2. You will be cooking with few or no electrical appliances.


You probably are not going to have a food processor or blender onboard, but the good news is that you do not necessarily need one. Many of the same tasks which you can perform with a food processor you can do by hand using a masher, spoon, or knife.

At that rate, loads of recipes do not require electrical equipment at all. Stick with those, and you should be good to go. Try our Brodet Fish Stew Recipe.

3. The boat may be rocking while you are working.


This isn’t just an inconvenience—it is a serious safety concern. Even in seemingly calm conditions, you never know when a surprise swell could upset your cookware and utensils. If things are not properly secured, that could result in getting cut, burned, or stabbed.

Thankfully there is equipment you can bring onboard with you to help you deal with the motion of the vessel. Pot restraints for example can hold pots, pans, and tea kettles in place on your stovetop. They may in fact already be available onboard in the galley when you arrive on the charter boat. There is also non-slip cookware you can use—cutting boards with rubberized edges and so on. Keep covers on knives.
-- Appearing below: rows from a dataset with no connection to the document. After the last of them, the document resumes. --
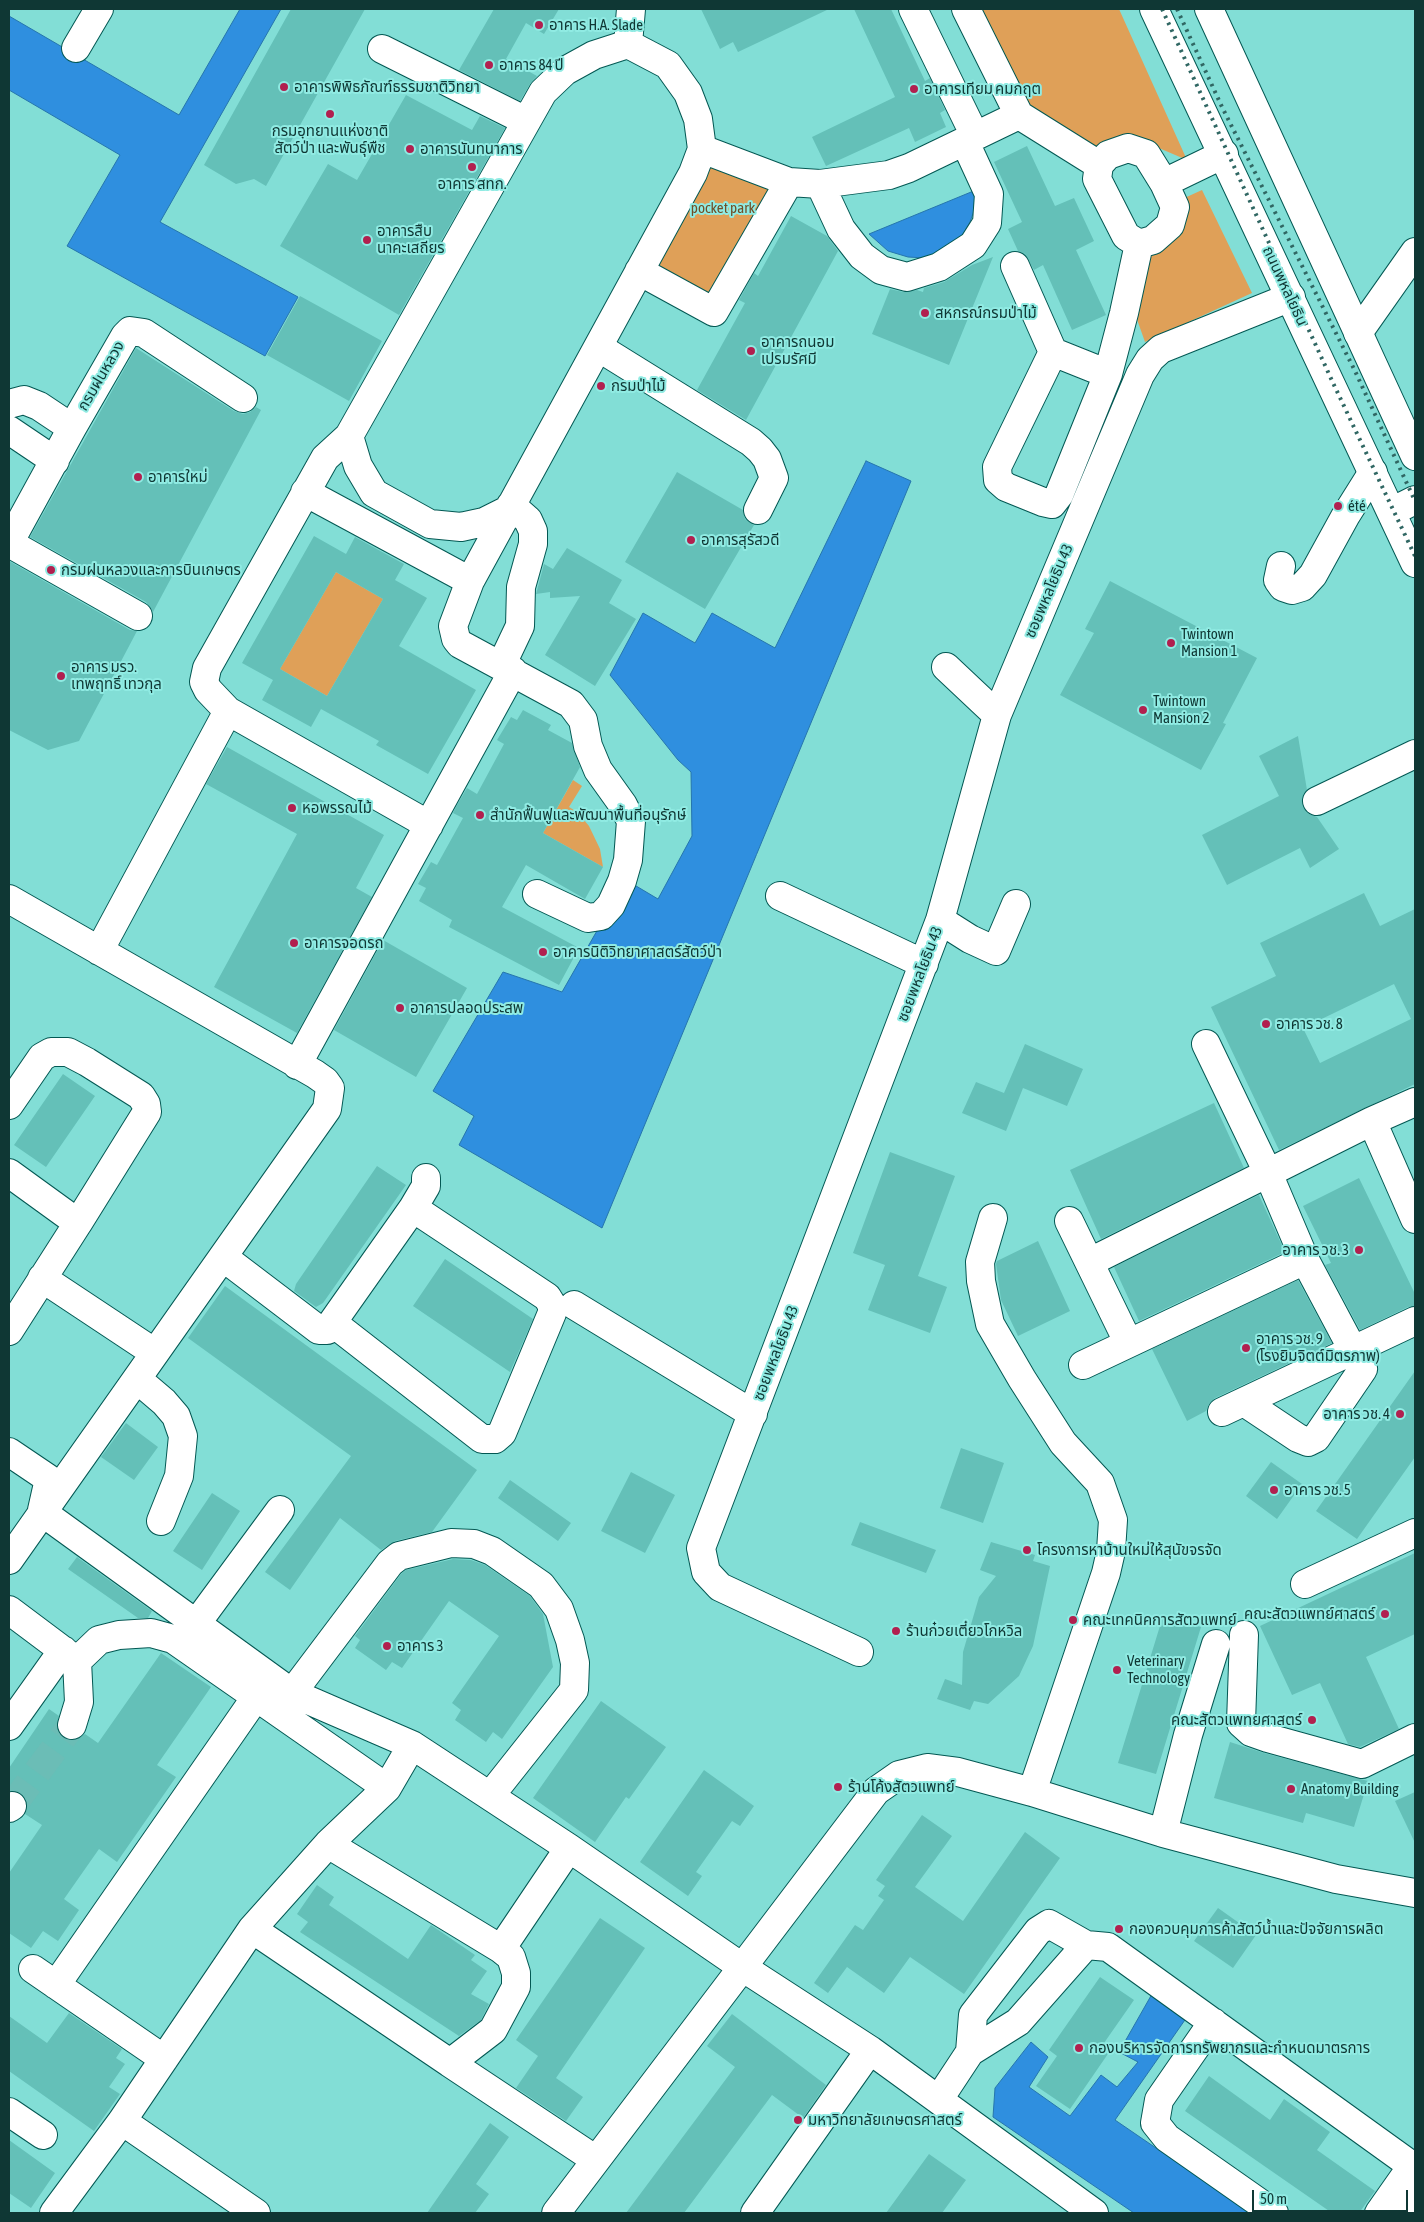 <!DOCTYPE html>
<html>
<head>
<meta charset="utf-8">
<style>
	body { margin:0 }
	#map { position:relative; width:1424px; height:2222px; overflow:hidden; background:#82ded6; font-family:"Asap Condensed",sans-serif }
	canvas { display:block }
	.frame { position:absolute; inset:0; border:10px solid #0f3734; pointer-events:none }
	.scale { position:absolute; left:1252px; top:2190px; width:156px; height:22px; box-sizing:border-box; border:2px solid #0f3734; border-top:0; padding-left:6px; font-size:15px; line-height:18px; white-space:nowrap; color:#0f3734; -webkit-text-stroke:4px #90ebe3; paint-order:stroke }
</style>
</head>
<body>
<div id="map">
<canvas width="1424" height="2222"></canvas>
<div class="frame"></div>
<div class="scale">50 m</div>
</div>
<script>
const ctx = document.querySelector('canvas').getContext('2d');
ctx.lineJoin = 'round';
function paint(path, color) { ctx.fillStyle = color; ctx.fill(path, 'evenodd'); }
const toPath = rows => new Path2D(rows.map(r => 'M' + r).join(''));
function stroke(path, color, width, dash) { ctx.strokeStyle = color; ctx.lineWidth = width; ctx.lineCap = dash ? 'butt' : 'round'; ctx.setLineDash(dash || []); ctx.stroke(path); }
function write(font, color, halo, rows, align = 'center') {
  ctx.font = font + ' "Asap Condensed","Noto Sans Thai",sans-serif'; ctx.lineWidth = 4; ctx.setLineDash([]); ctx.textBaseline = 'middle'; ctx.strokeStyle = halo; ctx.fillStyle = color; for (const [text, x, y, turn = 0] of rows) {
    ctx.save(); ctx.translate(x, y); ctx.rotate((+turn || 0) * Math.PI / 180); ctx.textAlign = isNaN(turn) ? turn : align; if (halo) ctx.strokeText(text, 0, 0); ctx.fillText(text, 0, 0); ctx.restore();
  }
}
paint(toPath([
	[977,9,1119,9,1187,160,1133,137,1093,152,1019,110],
	[702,149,789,182,714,312,639,271],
	[1202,190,1252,293,1145,342,1134,311,1149,256,1169,205],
	[336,572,383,599,327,696,280,669],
	[573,780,582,786,569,807,577,812,589,826,600,849,603,867,543,833]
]), '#dfa058');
const water = toPath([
	[240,9,281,9,160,222,298,297,265,356,67,246,120,155,9,90,9,16,179,115,240,9],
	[976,190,976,205,970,222,961,237,945,252,925,258,908,257,888,251,869,234,976,190],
	[866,461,911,481,602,1228,459,1145,474,1116,433,1091,503,972,562,992,626,880,658,899,692,836,691,772,678,760,610,675,643,613,695,643,712,613,775,648,866,461],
	[1152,1994,1187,2017,1115,2120,1251,2213,1134,2213,993,2117,995,2088,1031,2042,1048,2057,1029,2087,1070,2116,1101,2075,1117,2087,1138,2062,1119,2052,1152,1994]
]);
paint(water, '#2f8fdf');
stroke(water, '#2575ac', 1);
paint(toPath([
	[291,9,365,9,266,186,254,179,236,184,204,165],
	[494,9,559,9,544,34,526,23,506,59,537,76,530,84,520,101,459,70],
	[701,9,829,9,738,52,733,42,720,49],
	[854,9,891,9,925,81,930,78,945,110,940,113,946,127,915,142,909,128,826,166,812,137,895,97],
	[406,95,472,130,480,116,505,128,399,315,280,246,328,164,357,180],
	[1027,146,1055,206,1074,198,1094,241,1076,250,1106,315,1072,330,1043,265,1034,270,1025,254,1018,251,1008,229,1022,222,994,162],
	[791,216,827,236,838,251,746,420,697,390,745,303,739,300,754,273,758,276],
	[993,257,949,365,872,334,890,289,903,292,917,290,923,292,924,288,944,282,972,265],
	[300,296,382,341,349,401,267,355],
	[136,348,234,411,243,414,250,412,256,407,261,410,153,612,146,602,30,537],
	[677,472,743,510,745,519,754,525,705,609,625,562],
	[314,536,346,554,355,537,404,564,395,580,427,598,399,646,476,690,428,774,376,745,379,741,321,709,311,727,262,700,273,680,242,663],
	[336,572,383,599,327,696,280,669],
	[567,548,622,580,609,603,636,619,595,686,545,655,580,596,550,598,550,592,536,594,544,564,553,569],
	[9,561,130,630,137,631,79,741,48,750,9,730],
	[1110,581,1257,658,1223,723,1226,724,1201,770,1060,695,1094,633,1085,629],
	[523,710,551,725,548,730,572,743,580,767,543,833,603,867,585,899,526,865,502,907,579,948,559,985,449,927,452,920,419,901,426,888,418,884,431,862,437,865,463,818,453,813,457,805,467,788,477,794,504,744,497,740,511,717,517,720],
	[1298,736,1307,790,1302,799,1303,807,1309,814,1317,817,1339,849,1310,868,1300,848,1227,885,1202,835,1279,796,1259,756],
	[227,747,384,835,356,888,372,897,297,1033,214,987,297,834,206,784],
	[1364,893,1380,926,1415,909,1415,1084,1279,1150,1211,1007,1276,976,1260,943],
	[1394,984,1411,1019,1320,1063,1303,1028],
	[383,940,467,988,416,1077,334,1030],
	[1025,1044,1083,1069,1067,1106,1023,1088,1006,1131,962,1113,976,1082,1004,1093],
	[63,1074,95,1096,46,1167,14,1145],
	[1214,1103,1244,1168,1101,1239,1070,1170],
	[890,1152,955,1176,918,1276,947,1287,930,1333,868,1310,885,1265,853,1253],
	[377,1166,406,1185,323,1303,316,1307,294,1291,296,1284],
	[1359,1178,1415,1294,1415,1306,1408,1307,1360,1330,1325,1265,1331,1263,1303,1206],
	[1259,1195,1285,1252,1139,1321,1114,1267],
	[1038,1241,1070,1311,1018,1336,1001,1300,996,1264,997,1261],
	[445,1259,533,1319,510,1372,413,1306],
	[1298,1280,1332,1343,1215,1398,1209,1404,1206,1411,1187,1421,1152,1349],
	[225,1286,477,1470,432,1532,395,1541,381,1550,340,1518,290,1590,265,1572,351,1456,188,1338],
	[1415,1371,1415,1457,1357,1539,1316,1511],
	[126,1423,158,1447,134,1480,101,1457],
	[961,1448,1004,1463,983,1523,940,1508],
	[1271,1462,1302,1484,1277,1519,1246,1496],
	[631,1472,675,1495,645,1553,601,1531],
	[510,1480,571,1523,558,1541,498,1498],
	[212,1493,240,1511,202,1570,173,1551],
	[860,1522,936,1550,926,1573,851,1545],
	[991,1542,1035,1555,1033,1561,1050,1566,1033,1646,1019,1676,988,1704,974,1701,970,1710,937,1699,945,1679,962,1685,963,1652,979,1597,996,1576,980,1570],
	[1415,1553,1415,1634,1366,1657,1399,1729,1360,1747,1348,1744,1320,1683,1292,1695,1260,1626],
	[77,1557,152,1611,148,1618,138,1618,68,1569],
	[453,1559,471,1560,485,1565,530,1596,543,1614,553,1667,502,1739,493,1732,486,1742,455,1720,461,1710,452,1703,499,1636,449,1601,402,1668,392,1662,386,1670,355,1648,360,1640,355,1636,401,1574,406,1570],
	[1163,1616,1201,1627,1156,1774,1118,1763],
	[161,1653,211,1687,157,1765,176,1777,117,1862,99,1849,64,1899,79,1910,58,1941,43,1931,31,1948,9,1933,9,1873,42,1825,25,1814,28,1805,25,1797,18,1792,9,1791,9,1768,49,1709,59,1716,57,1728,61,1736,67,1740,75,1740,85,1734,98,1743],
	[601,1701,666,1747,629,1799,626,1797,595,1842,533,1798],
	[1230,1742,1264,1753,1368,1781,1354,1827,1306,1813,1303,1823,1214,1798],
	[704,1770,754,1806,740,1826,732,1821,696,1872,702,1876,688,1896,640,1862],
	[1415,1792,1415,1843,1395,1801],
	[922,1815,952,1836,915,1887,963,1921,1025,1832,1060,1858,964,1994,910,1957,884,1993,847,1967,828,1993,814,1983,855,1925,863,1930,884,1900,878,1896,885,1886,876,1880],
	[317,1885,334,1897,329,1905,408,1959,431,1925,475,1955,471,1960,487,1971,471,1994,489,2004,481,2020,459,2036,300,1932,308,1922,297,1914],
	[1218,1908,1256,1935,1233,1968,1194,1941],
	[600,1918,645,1948,556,2078,583,2097,566,2121,516,2088,538,2056,516,2040],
	[1100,1977,1134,2000,1104,2043,1112,2048,1070,2109,1036,2086,1057,2056,1049,2050],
	[69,2013,122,2049,116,2058,125,2064,109,2087,120,2094,94,2131,9,2071,9,2016,47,2043],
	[732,2014,826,2085,803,2118,772,2095,684,2213,626,2213,735,2067,707,2046],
	[1209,2076,1270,2120,1284,2099,1330,2132,1317,2150,1375,2191,1359,2213,1332,2213,1185,2111],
	[490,2123,509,2137,476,2184,489,2194,475,2213,427,2213],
	[9,2140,55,2173,31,2208,9,2193],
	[929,2154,966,2180,942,2213,886,2213]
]), '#64c0b8');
stroke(toPath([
	[12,1806,72,1725]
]), '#6bbdb6', 28, [28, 14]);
const minor = toPath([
	[913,9,975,136],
	[966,9,1019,115,1099,165],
	[628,44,631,9],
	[76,48,99,9],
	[382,49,526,121],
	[1128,148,1146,154,1164,183,1175,207,1170,225,1153,240,1139,244,1126,236,1097,179,1099,165,1108,155,1128,148],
	[702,149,789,182,820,184,889,175,909,168,1019,115],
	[1164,183,1224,154],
	[820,184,841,229,862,256,881,270,907,277,939,267,973,245,987,223,989,194,965,142],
	[1015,266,1053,352,1108,374],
	[639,271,714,312,789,182],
	[1358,333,1415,252],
	[598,347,751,442,760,450,767,459,774,478,758,510],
	[1053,352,997,467,998,480,1006,487,1043,502,1052,504,1059,495,1108,374,1124,313,1139,244],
	[9,404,24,400,39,406,72,428],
	[9,430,55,461],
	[349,436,358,466,374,493,430,524,461,527,484,522,508,510],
	[305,492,470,581],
	[9,543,72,428,125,336,130,331,144,333,243,398],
	[9,543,138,616],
	[1281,566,1278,580,1283,587,1292,590,1302,587,1313,575,1346,515,1373,472],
	[501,666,520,626,521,587,533,544,533,531,528,520,511,505],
	[946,667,997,715],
	[1317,801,1415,754],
	[429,825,228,711,208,690,204,682,207,668,325,458,349,436,543,92,565,71,594,55,628,44,668,65,688,93,698,119,702,149,693,173,470,581,453,626,456,639,460,644,571,704,583,720,588,746,598,770,623,805,631,821,628,860,622,881,611,905,601,916,588,918,537,894],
	[780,896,924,964],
	[9,899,315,1074,325,1081,330,1088,327,1109,9,1560],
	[940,920,970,939,996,951,1016,904],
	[99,951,228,711],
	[1206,1044,1268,1173,1305,1260,1363,1369,1316,1438,1308,1442,1298,1438,1244,1402],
	[297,1065,513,671],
	[9,1105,42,1057,51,1052,68,1052,87,1062,141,1096,146,1104,147,1112,78,1223],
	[1372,1121,1415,1219],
	[9,1173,78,1223,9,1331],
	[993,1218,980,1262,981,1281,990,1324,1022,1379,1063,1443,1100,1483,1113,1520,1111,1551,1106,1573,1032,1792],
	[1069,1221,1128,1342],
	[223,1257,319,1330,327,1330,413,1208,426,1186,426,1178],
	[1090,1262,1372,1121,1415,1102],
	[42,1278,155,1353],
	[574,1305,753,1414],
	[333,1323,482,1439,495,1439,502,1433,552,1313,552,1305,547,1297,413,1208],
	[1083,1365,1305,1260],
	[137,1379,164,1402,176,1416,183,1436,179,1476,161,1521],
	[1222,1412,1415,1321],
	[9,1452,49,1479,42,1510],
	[42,1512,292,1693,412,1745,569,1848,742,1967,870,2050,1094,2213],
	[1305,1584,1415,1533],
	[9,1610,77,1661,79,1702,72,1725],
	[196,1624,280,1510],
	[1244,1635,1241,1723,1251,1732,1268,1738,1362,1764,1415,1738],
	[859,1652,720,1587,706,1572,701,1548,940,920,997,715,1140,375,1150,359,1161,349,1291,297],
	[77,1661,99,1640,119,1635,151,1633,173,1639,387,1788],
	[292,1693,390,1563,399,1556,451,1543,474,1544,492,1551,541,1585,559,1609,570,1640,575,1663,574,1690,490,1796],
	[9,1726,63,1650],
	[9,1808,12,1806],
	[1163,1833,1188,1735,1216,1644],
	[252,1929,450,2063,493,2030,516,1987,516,1973,511,1957,501,1949,328,1844],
	[501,1949,569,1848],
	[33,1969,164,2059],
	[56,1985,256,1697],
	[1213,2022,1159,2100,1155,2123,1167,2138,1274,2213],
	[970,2052,1018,2022,1086,1945,1108,1947,1415,2168],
	[450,2063,596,2160],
	[939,2099,970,2052,973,2015,1038,1931,1049,1924,1086,1945],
	[9,2112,43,2135],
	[122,2121,256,2213],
	[54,2213,122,2121,252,1929,328,1844,387,1788,412,1745],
	[556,2213,876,1791,899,1775,927,1768,958,1772,1032,1792,1163,1833,1336,1879,1415,1893],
	[755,2213,870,2050],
	[1379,2213,1412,2166],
	[1406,2213,1415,2201]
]);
const major = toPath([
	[1154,9,1415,563],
	[1209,9,1415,456],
	[1391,512,1415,500]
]);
stroke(minor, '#035853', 30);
stroke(major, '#035853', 30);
stroke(minor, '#fff', 28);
stroke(major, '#fff', 28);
stroke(toPath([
	[1162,9,1334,385,1415,556],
	[1177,9,1222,107,1355,371,1415,501]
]), '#306763', 4, [2.5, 5]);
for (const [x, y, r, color] of [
	[539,25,5,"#b1204f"],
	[489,65,5,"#b1204f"],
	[284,87,5,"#b1204f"],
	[914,89,5,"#b1204f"],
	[330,114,5,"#b1204f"],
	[410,149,5,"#b1204f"],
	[472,167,5,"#b1204f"],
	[367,240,5,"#b1204f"],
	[925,313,5,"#b1204f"],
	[751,351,5,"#b1204f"],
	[601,386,5,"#b1204f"],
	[138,477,5,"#b1204f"],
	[1338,506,5,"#b1204f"],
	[691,540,5,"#b1204f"],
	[51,570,5,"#b1204f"],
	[1171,643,5,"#b1204f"],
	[61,676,5,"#b1204f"],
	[1143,710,5,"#b1204f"],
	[292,808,5,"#b1204f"],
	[480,815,5,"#b1204f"],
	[294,943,5,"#b1204f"],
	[543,952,5,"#b1204f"],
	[400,1008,5,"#b1204f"],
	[1266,1024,5,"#b1204f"],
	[1359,1250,5,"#b1204f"],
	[1246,1348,5,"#b1204f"],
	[1400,1414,5,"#b1204f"],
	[1274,1490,5,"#b1204f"],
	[1027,1550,5,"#b1204f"],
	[1385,1614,5,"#b1204f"],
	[1073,1620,5,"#b1204f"],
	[896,1631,5,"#b1204f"],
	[387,1646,5,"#b1204f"],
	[1117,1670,5,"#b1204f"],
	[1312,1720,5,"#b1204f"],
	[838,1787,5,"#b1204f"],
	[1291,1789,5,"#b1204f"],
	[1119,1929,5,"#b1204f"],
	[1079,2048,5,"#b1204f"],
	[798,2120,5,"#b1204f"]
]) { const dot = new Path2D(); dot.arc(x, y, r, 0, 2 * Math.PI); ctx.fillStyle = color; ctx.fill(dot); stroke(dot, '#90ebe3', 2); }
write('15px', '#0f3734', '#90ebe3', [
	["อาคาร H.A. Slade",549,25],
	["อาคาร 84 ปี",499,65],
	["อาคารพิพิธภัณฑ์ธรรมชาติวิทยา",294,87],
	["อาคารเทียม คมกฤต",924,89],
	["กรมอุทยานแห่งชาติ",330,131,"center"],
	["สัตว์ป่า และพันธุ์พืช",330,148,"center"],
	["อาคารนันทนาการ",420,149],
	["อาคาร สทก.",472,184,"center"],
	["อาคารสืบ",377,231],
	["นาคะเสถียร",377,248],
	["สหกรณ์กรมป่าไม้",935,313],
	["อาคารถนอม",761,342],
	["เปรมรัศมี",761,359],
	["กรมป่าไม้",611,386],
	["อาคารใหม่",148,477],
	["été",1348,506],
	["อาคารสุรัสวดี",701,540],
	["กรมฝนหลวงและการบินเกษตร",61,570],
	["Twintown",1181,634],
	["Mansion 1",1181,651],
	["อาคาร มรว.",71,667],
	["เทพฤทธิ์ เทวกุล",71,684],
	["Twintown",1153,701],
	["Mansion 2",1153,718],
	["หอพรรณไม้",302,808],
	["สำนักฟื้นฟูและพัฒนาพื้นที่อนุรักษ์",490,815],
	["อาคารจอดรถ",304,943],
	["อาคารนิติวิทยาศาสตร์สัตว์ป่า",553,952],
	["อาคารปลอดประสพ",410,1008],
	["อาคาร วช. 8",1276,1024],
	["อาคาร วช. 3",1349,1250,"right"],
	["อาคาร วช. 9",1256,1339],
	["(โรงยิมจิตต์มิตรภาพ)",1256,1356],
	["อาคาร วช. 4",1390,1414,"right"],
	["อาคาร วช. 5",1284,1490],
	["โครงการหาบ้านใหม่ให้สุนัขจรจัด",1037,1550],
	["คณะสัตวแพทย์ศาสตร์",1375,1614,"right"],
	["คณะเทคนิคการสัตวแพทย์",1083,1620],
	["ร้านก๋วยเตี๋ยวโกหวิล",906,1631],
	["อาคาร 3",397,1646],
	["Veterinary",1127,1661],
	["Technology",1127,1678],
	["คณะสัตวแพทยศาสตร์",1302,1720,"right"],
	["ร้านโค้งสัตวแพทย์",848,1787],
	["Anatomy Building",1301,1789],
	["กองควบคุมการค้าสัตว์น้ำและปัจจัยการผลิต",1129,1929],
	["กองบริหารจัดการทรัพยากรและกำหนดมาตรการ",1089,2048],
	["มหาวิทยาลัยเกษตรศาสตร์",808,2120]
], 'left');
write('15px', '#704e26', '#90ebe3', [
	["pocket park",723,208]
]);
write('15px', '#0f3734', '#90ebe3', [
	["ถนนพหลโยธิน",1285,286,65],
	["กรมฝนหลวง",101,376,-60],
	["ซอยพหลโยธิน 43",1049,591,-67],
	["ซอยพหลโยธิน 43",920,974,-69],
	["ซอยพหลโยธิน 43",776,1353,-69]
]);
</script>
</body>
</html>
Finally, make sure you are secured while you are cooking. If you suddenly stumble because of a wave, you could manage to hurt yourself even if everything else is securely in place. Sit to do your cooking tasks when possible. When you have to stand, just make sure you are as stable as possible.

4. There is not a lot of water to use in your cooking and cleaning.


You have a limited water supply on the boat at all times, and it is an essential survival supply. So you must never waste a drop. Here are a few tips for conserving your water supply:

  • Turn off the faucet the moment you are done with it. If you are washing dishes, turn it on, get the dishes wet, turn it off, wash the dishes, then turn it on briefly again to rinse.
  • Never use more water than necessary to cook or make drinks.
  • Make use of liquid from cans.
  • If you can repurpose water you just used, do so, even if you normally wouldn’t think of it (like pasta water).

It takes time to get used to these new routines, but once you do, you should find they become second nature.

5. It is easy to overheat in the galley.


Think about the weather before you start cooking. In the middle of a hot day on the Adriatic, cooking a stew in the galley is probably not a great idea, because the galley traps heat. But it might be the perfect meal to prepare on a cold night when you are struggling to keep warm anyway.

On a hot summer day, prepare cold food or use the grill out on your deck. Grilling out on the deck also helps to solve problems with limited space.

6. You are not going to have a lot of ingredients to work with.


It might worry you that you cannot bring a ton of ingredients onboard your Croatia charter boat, but it shouldn’t—there are a lot of awesome meals you can make with the simplest, sparsest ingredients. And if you run out of something, you can always come up with a clever substitution. Who knows—it might taste even better than what you had originally planned.

For an example of a simple recipe which is easy to prepare on a boat with minimal ingredients, scroll down to the bottom of this article. You will learn how you can prepare your fresh-caught seafood Mediterranean-style by baking it in foil - Read our full recipe.

So now you know the basics of cooking on a boat. There are a lot of adjustments you will have to make, but once you do, you will find that it is not as tricky as you think. Enjoy preparing your own delicious recipes onboard your Croatia charter yacht!